Na faculdade de direito estudamos que a Constituição escrita existe para limitar a ação do Estado. E como os Poderes e instituições não têm alma própria, elas assumem a consciência e alma daqueles que atuam por eles e elas, que são os servidores públicos, categoria na qual se incluem juízes, promotores, procuradores do Estado.

A administração pública, inclusive a da justiça, é regida por princípios constitucionais que servem para delimitar os aplicadores das leis, obedecendo o princípio regente que é o da razoabilidade. Ele nem está escrito na Constituição Federal, só na Paulista, mas o Supremo Tribunal Federal o reconhece como norma escrita, tal sua relevância imperial.

O que tem acontecido na aplicação da lei é a ultrapassagem do limite, mas ultrapassagem do limite sem obediência à razoabilidade, que chega até a revogação dissimulada de texto expresso da Constituição.

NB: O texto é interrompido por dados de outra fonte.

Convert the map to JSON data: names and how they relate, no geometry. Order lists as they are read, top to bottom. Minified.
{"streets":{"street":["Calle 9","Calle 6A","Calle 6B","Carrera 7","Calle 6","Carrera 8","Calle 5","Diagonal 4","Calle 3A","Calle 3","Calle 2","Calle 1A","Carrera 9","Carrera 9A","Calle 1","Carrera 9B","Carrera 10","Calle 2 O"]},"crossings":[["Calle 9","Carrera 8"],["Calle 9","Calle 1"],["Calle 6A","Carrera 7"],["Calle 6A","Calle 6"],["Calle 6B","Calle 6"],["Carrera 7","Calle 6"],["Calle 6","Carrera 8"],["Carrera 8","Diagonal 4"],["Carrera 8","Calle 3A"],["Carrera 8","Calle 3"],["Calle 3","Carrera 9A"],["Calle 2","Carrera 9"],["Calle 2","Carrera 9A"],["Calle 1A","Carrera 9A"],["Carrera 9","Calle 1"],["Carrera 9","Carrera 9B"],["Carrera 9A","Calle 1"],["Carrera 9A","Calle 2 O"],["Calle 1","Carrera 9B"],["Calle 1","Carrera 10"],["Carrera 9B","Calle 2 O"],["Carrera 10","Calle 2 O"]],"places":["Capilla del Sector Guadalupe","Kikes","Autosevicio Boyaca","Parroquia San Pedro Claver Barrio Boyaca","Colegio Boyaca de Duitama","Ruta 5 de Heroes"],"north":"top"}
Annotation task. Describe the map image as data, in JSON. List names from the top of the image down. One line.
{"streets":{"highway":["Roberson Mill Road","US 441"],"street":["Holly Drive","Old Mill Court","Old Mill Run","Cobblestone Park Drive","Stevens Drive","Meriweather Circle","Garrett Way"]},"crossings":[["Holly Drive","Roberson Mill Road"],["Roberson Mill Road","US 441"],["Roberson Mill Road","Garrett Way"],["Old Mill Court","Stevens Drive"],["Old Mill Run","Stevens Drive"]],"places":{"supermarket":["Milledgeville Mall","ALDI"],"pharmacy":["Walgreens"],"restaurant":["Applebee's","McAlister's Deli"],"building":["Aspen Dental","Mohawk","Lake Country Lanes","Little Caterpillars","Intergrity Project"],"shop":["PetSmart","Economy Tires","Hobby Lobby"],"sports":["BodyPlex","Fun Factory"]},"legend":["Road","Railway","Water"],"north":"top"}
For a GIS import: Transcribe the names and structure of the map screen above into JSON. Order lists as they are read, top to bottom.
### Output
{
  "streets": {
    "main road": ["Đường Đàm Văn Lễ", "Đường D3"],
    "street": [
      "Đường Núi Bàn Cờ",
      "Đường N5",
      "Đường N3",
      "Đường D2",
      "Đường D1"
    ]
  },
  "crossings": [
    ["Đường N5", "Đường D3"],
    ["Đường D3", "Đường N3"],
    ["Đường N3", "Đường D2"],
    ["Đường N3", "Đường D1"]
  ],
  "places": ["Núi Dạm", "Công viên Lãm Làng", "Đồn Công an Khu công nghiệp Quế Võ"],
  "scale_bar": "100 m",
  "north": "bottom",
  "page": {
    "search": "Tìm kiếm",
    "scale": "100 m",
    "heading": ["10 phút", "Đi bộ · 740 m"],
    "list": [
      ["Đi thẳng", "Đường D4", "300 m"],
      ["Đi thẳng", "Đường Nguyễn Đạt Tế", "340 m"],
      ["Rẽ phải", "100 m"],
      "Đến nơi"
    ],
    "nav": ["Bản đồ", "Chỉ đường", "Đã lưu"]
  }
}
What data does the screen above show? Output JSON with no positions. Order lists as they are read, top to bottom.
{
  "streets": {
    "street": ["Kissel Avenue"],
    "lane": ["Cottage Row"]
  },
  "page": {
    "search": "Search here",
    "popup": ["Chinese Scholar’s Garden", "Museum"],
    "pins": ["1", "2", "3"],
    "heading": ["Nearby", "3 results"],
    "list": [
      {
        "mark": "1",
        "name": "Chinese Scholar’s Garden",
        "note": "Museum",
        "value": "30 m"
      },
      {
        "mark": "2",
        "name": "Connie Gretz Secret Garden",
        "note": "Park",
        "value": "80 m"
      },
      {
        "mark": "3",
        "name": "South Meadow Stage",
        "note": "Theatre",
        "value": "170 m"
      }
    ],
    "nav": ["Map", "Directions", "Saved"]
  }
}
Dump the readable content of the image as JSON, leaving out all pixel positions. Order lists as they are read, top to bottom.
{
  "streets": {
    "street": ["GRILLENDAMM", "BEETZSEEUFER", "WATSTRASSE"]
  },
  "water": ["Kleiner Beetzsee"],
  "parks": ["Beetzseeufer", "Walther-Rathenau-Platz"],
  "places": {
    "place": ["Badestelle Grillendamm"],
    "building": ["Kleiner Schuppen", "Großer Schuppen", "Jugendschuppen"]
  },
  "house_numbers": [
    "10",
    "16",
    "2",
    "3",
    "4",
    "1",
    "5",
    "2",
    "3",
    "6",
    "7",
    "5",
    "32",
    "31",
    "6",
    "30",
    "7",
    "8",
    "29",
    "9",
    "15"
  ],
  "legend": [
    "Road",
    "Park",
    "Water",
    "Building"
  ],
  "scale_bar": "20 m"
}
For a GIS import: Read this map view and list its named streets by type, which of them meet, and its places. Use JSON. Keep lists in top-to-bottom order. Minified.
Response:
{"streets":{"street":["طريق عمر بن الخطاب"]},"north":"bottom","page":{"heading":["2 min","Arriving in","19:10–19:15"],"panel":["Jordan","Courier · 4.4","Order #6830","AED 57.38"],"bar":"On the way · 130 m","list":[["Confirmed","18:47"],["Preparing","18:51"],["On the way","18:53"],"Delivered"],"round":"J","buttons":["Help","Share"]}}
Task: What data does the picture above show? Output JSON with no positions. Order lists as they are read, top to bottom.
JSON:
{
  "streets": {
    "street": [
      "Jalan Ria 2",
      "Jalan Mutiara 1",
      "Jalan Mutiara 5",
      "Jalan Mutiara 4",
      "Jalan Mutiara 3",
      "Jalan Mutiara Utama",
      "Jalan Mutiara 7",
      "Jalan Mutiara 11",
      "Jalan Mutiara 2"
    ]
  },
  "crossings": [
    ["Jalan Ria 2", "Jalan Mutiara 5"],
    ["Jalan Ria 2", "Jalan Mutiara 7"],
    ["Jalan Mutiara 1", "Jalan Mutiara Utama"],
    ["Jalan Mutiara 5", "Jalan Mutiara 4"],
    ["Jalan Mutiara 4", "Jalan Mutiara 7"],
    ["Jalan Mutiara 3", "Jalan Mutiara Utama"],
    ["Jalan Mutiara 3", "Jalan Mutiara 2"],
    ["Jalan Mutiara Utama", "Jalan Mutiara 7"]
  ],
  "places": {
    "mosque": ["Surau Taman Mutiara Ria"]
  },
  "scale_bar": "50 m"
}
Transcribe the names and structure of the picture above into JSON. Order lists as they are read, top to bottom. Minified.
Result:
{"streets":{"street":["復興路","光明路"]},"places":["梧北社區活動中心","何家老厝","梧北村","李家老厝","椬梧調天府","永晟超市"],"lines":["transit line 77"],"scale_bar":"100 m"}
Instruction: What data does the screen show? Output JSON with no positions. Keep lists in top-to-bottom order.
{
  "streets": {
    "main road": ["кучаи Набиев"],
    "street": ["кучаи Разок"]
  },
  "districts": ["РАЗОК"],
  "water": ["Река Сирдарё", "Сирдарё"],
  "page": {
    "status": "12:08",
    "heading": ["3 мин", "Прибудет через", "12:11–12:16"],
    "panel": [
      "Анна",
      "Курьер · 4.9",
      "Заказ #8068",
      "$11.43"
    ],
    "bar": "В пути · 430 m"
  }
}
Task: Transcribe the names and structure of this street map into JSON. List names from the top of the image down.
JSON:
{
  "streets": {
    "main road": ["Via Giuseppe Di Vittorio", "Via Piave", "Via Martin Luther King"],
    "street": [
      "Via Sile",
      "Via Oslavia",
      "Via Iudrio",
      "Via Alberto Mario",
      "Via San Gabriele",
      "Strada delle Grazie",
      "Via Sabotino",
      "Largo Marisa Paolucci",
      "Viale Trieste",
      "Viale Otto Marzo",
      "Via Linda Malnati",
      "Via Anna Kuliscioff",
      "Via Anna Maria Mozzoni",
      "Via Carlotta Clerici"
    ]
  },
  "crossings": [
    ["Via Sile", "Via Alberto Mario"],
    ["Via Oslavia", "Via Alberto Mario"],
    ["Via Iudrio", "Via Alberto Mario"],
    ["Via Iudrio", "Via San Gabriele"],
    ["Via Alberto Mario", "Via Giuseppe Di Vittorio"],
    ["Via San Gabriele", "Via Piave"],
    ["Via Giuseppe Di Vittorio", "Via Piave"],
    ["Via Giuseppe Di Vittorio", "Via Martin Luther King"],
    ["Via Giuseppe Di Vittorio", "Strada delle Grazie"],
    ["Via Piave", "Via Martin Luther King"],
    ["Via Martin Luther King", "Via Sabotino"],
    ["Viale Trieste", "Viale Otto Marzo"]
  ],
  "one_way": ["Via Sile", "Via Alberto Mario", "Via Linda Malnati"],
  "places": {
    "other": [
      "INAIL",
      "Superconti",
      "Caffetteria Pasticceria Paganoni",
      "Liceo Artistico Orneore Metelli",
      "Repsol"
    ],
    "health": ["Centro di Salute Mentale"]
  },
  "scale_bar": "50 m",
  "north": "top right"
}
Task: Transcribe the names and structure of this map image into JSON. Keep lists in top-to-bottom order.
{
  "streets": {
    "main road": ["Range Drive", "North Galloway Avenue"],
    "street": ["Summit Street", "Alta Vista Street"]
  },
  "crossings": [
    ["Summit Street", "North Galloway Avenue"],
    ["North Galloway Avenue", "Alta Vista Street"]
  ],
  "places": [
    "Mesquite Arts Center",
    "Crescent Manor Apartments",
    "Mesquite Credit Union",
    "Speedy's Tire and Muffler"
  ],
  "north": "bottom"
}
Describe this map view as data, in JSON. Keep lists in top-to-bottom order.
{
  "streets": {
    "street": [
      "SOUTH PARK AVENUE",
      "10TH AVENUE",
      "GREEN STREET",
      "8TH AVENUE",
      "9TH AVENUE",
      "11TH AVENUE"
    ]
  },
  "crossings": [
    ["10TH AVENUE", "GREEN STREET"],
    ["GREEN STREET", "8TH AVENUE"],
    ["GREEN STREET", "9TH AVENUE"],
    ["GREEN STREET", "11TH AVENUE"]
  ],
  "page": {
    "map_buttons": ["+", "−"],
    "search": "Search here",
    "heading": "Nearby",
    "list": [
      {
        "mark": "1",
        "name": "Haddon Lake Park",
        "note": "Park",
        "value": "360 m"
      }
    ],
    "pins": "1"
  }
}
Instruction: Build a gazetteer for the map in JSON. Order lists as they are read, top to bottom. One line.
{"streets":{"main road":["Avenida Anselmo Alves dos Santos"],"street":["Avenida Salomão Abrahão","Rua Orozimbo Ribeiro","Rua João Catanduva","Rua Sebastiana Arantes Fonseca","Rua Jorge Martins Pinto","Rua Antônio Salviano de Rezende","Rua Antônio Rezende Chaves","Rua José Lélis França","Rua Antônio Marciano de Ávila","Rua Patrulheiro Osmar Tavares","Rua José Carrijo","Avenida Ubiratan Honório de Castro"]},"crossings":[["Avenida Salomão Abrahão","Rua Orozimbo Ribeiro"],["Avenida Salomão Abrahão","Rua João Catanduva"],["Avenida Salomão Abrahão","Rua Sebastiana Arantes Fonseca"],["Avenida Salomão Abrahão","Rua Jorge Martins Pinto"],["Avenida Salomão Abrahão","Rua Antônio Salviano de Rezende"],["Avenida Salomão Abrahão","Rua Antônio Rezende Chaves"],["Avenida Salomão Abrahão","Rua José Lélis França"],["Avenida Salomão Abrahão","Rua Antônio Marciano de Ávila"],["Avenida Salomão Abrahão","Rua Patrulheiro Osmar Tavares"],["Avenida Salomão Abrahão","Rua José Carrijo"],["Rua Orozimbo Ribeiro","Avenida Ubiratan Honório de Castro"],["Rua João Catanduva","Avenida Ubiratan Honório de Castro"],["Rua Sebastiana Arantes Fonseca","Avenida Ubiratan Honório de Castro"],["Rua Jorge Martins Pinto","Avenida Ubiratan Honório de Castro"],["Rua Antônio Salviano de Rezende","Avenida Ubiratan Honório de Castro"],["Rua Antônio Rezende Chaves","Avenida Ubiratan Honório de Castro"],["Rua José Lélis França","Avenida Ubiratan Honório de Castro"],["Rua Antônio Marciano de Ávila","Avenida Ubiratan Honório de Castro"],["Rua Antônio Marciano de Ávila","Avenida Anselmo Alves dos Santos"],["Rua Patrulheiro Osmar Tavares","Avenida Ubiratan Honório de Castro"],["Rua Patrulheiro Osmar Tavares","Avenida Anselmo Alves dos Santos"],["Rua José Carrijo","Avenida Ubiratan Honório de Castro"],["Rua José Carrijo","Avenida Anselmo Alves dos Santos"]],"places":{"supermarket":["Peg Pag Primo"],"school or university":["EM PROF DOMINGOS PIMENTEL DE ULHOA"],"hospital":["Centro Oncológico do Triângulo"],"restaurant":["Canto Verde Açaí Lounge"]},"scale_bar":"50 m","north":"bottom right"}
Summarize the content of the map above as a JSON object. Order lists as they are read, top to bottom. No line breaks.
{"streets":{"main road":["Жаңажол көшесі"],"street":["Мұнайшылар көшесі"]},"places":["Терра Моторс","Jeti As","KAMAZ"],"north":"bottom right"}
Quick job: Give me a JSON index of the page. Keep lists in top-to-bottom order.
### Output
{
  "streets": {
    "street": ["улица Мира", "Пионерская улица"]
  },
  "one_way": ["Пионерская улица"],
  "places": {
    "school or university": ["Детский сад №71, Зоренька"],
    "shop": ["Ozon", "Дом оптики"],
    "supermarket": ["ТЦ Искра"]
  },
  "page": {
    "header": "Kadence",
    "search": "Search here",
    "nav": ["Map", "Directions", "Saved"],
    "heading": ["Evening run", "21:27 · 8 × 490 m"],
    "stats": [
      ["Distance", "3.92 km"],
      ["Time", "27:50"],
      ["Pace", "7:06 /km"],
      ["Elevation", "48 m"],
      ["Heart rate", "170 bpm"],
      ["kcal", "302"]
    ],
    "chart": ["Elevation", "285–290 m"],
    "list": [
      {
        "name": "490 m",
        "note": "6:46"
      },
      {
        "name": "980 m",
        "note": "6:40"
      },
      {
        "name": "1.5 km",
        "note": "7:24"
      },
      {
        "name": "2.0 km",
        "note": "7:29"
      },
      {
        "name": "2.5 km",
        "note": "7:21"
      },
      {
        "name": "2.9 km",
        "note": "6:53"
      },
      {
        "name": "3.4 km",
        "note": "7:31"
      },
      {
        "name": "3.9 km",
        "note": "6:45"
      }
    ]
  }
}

Essa prática de violar dissimuladamente a Constituição está sendo disseminada como método de interpretação pelo sistema de justiça, criando forte instabilidade institucional.

Quando a Constituição brasileira e as leis começaram a ser tratadas como estorvo na área da distribuição da justiça? Escolhemos  como termo de análise o ato-fato destacado pelo cientista político e professor Cláudio Gonçalves Costa, em artigo veiculado no jornal Valor Econômico, em 12 de fevereiro último, sob o título “Bolsonarismo e lava-jatismo”, no qual recorda parte da decisão do TRF-4 que, para não punir o atual Ministro da Justiça, o desembargador-relator lançou, impunemente, como razão de decidir, no dia 22 de setembro de 2016, o absurdo jurídico-constitucional e legal que ecoa até o sem-fim:

É sabido que os processos e investigações criminais decorrentes da chamada operação Lava Jato, sob a direção do magistrado representado, constituem fato inédito (único, excepcional) no Direito brasileiro. Em tais condições, nele haverá situações inéditas, que escaparão ao regramento genérico destinado aos casos comuns”. Nessa representação relata-se ‘a permissão de grampos em escritório de advocacia, divulgação de interceptações telefônicas, envolvendo o presidente da República e a “importação de provas da Suíça, sem autorização necessária’.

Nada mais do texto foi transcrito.